National Police Misconduct Reporting Project

Thousands of New Yorkers Protest

From the New York Times:

Thousands converged on an overcast Saturday at the site of the encounter, the start of a protest march linking Mr. Garner’s death to lethal police actions past and present, from New York City to Ferguson, Mo., where a white officer fatally shot an unarmed black teenager on Aug. 9.

Signs and slogans touched on details of the deaths as well as broad policies that protesters argued encouraged bad behavior by officers.

“ ‘Broken Windows’ Kills,” a sign read, a reference to the aggressive policing of minor offenses like selling untaxed cigarettes, the crime Mr. Garner had been accused of committing.

Chants of “I can’t breathe” — Mr. Garner’s words as he struggled with officers — mixed with those borrowed from Ferguson: “Hands up, don’t shoot.”

For days, march organizers and Mayor Bill de Blasio emphasized that the demonstration on Staten Island would not devolve into the sort of violent confrontation with police officers that had plagued the protests over the death of the Ferguson teenager, Michael Brown. By late afternoon, the march had ended and the crowds were heading home. The police said all had been quiet and there had been no arrests….

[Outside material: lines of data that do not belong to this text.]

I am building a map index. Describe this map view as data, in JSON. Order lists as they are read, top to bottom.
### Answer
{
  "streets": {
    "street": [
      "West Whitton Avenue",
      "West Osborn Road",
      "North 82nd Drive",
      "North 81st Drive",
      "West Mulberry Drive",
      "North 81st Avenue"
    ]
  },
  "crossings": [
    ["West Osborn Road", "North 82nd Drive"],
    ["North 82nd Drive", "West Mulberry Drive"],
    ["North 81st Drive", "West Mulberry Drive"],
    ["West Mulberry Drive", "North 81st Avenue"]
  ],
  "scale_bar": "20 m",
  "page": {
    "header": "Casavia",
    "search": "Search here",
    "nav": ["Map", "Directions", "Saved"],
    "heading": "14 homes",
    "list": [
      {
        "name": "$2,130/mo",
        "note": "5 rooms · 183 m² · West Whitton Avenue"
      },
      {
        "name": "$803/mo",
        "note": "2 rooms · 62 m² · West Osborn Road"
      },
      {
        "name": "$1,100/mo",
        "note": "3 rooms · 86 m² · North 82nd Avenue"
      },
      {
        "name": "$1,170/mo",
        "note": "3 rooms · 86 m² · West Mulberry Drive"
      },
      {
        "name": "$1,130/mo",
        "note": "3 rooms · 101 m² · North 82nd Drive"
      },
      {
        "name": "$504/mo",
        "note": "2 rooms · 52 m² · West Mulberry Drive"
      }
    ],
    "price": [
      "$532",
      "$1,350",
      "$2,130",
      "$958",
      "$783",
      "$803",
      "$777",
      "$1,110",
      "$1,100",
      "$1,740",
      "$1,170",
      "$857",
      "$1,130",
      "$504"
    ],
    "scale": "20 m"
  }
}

During the demonstration, community affairs officers in royal-blue shirts and baseball hats offered a stark contrast to the militarized posture of police officers in the aftermath of Mr. Brown’s death. Uniformed patrol officers controlled crowds at the ferry terminal and appeared interested to keep a respectful distance from the marchers along the route.

Refresher on Stop & Frisk

The Michael Brown shooting has brought attention to certain police policies and how those policies scramble the opinions of liberals and conservatives.  Thus far, most of the attention has been on the militarization of police.  In this post, I want to briefly focus on another police tactic, “stop & frisk,”  and explain why this likely plays a part in the community unrest following the death of Michael Brown.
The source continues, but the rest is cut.